Breast cancer is the most frequent type of cancer which affects women in Switzerland and results in more than 1,400 deaths every year. One option of detecting tumours at an early stage is the mammogram. However, this examination does not show whether or not the tumour is malignant and it is therefore controversial. Whereas SP cantonal councillor, Heidi Hanselmann, considers this preventative care to be sensible and important, Gerd Gigerenzer from the Max Planck Institute is opposed to it. He says that a mammogram unsettles patients more than it saves lives.
The argument for
Heidi Hanselmann, Member of the Cantonal Parliament for SP, canton of St. Gallen
"The 'donna' breast cancer early detection programme for women aged between 50 and 69 was introduced across the board in the canton of St. Gallen in 2010. It is run on a voluntary basis and meets strict quality guidelines. For instance, the mammograms are performed by specially trained experts using state-of-the-art equipment which is subjected to strict controls. Every mammogram x-ray is assessed by at least two doctors. They have to prove that they assess at least 3,000 x-rays a year. The quality and efficacy of the programme is regularly assessed.
The voluntary screening programme is available to all women from all levels of society. All women are given information about the benefits and risks associated with the examinations together with the invitation.

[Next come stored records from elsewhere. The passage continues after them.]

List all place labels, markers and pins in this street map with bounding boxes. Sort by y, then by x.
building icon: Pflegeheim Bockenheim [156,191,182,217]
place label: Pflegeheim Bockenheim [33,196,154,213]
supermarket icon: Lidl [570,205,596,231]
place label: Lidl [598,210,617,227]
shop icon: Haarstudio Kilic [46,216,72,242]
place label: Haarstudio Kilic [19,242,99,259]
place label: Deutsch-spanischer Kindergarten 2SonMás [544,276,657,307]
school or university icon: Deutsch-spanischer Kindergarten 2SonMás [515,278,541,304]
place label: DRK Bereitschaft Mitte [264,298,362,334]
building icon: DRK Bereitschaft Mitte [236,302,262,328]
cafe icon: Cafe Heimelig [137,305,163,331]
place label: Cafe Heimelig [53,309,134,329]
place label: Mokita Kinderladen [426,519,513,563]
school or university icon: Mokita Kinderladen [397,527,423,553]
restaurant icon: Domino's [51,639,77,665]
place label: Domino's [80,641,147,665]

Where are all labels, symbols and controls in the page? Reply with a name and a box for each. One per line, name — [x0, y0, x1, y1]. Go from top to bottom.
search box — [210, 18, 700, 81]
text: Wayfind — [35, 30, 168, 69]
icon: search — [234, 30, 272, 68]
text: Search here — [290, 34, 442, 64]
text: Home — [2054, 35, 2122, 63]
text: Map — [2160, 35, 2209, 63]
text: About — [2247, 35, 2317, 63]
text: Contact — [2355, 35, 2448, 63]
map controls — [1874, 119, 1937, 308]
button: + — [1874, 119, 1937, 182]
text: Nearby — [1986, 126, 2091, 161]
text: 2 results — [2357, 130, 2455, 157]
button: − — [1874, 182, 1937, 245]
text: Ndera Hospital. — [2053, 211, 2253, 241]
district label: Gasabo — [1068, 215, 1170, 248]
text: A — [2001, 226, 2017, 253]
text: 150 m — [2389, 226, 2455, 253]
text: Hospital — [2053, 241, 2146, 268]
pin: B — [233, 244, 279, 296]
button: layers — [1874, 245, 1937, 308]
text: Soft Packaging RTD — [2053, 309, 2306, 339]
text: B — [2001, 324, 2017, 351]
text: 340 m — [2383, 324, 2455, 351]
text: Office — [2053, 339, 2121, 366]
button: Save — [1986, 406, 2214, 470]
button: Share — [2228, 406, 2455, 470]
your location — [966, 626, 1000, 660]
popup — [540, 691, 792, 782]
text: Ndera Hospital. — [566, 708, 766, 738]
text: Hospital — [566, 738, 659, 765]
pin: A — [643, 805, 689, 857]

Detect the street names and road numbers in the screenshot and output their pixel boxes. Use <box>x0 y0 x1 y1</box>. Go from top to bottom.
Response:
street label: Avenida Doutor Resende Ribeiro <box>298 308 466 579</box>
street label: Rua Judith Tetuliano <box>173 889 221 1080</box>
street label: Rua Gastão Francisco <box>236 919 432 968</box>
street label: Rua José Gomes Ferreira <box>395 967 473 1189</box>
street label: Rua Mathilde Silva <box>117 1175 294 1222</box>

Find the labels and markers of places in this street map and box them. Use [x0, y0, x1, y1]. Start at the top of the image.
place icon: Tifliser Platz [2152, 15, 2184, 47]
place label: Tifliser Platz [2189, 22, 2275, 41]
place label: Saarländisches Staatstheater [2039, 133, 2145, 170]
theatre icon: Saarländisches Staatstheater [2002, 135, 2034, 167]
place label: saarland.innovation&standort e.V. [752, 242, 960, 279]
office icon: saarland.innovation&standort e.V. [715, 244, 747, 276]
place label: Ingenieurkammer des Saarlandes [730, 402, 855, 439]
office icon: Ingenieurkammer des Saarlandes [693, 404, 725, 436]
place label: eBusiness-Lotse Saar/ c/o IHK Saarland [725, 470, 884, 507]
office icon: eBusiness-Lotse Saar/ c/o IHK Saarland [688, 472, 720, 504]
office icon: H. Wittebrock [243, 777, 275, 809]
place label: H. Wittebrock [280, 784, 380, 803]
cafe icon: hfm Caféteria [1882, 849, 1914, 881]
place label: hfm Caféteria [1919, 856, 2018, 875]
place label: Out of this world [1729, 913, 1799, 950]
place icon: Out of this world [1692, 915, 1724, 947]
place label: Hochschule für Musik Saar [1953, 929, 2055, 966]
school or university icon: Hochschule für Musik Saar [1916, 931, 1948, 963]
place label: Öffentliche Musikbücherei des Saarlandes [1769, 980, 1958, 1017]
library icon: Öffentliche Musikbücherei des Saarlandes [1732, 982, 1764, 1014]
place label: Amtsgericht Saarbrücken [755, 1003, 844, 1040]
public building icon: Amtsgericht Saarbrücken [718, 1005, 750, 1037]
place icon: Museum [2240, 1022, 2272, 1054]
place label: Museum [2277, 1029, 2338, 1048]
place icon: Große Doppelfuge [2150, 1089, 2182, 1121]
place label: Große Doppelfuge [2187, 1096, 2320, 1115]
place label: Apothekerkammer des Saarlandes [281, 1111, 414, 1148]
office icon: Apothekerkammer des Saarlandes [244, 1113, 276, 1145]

In 2014, more than 26,000 women were invited to have the examination. The level of participation is encouragingly high and feedback from the participants is also very positive. More than 99 percent of women surveyed were satisfied with the reception, information and answers to their questions. Basic insurance covers the costs of participants taking part in the screening programme and they do not have pay a deductible.
If no such screening programme is offered, women are given a mammogram at the recommendation of their doctor or because they realise the benefits, for example. This is called opportunistic screening. The x-rays are not organised and assessed as part of a quality-tested screening programme. The women themselves have to bear the costs associated with this screening, meaning that comfortably-off and well-informed women take part more frequently.
I therefore advocate an early detection breast cancer screening programme in our canton, in order to guarantee good-quality healthcare and that all women in our canton have an equal chance of accessing this check-up."
The argument against
Professor Dr. Gerd Gigerenzer, Director of the Max Planck Institute for Human Development
"It is claimed that mammogram screening saves lives. However, scientific studies conducted on a total of more than 500,000 women do not support this claim. Women are nevertheless urged to take part and given pink ribbons instead of transparent information.
Screening reduces breast cancer-induced mortality from 5 to 4 per 1,000 women aged between 50 and 70. This is advertised as being a 20 to 30 percent reduction. On the other hand, virtually no women find out that this does not change cancer-induced mortality as a whole – i.e. all types of cancer including breast cancer. Those are the benefits, but what about the damage caused? About 100 women out of every 1,000 without breast cancer are frightened by false alarms and biopsies. In 2 to 10 women out of every 1,000 the breast is partially or fully removed and toxic chemotherapy is often carried out, even though these women do not have progressive breast cancer and so it would never have affected their health. Many doctors are unaware of these benefits and damage. It is therefore important that every woman informs herself and can make her own decision.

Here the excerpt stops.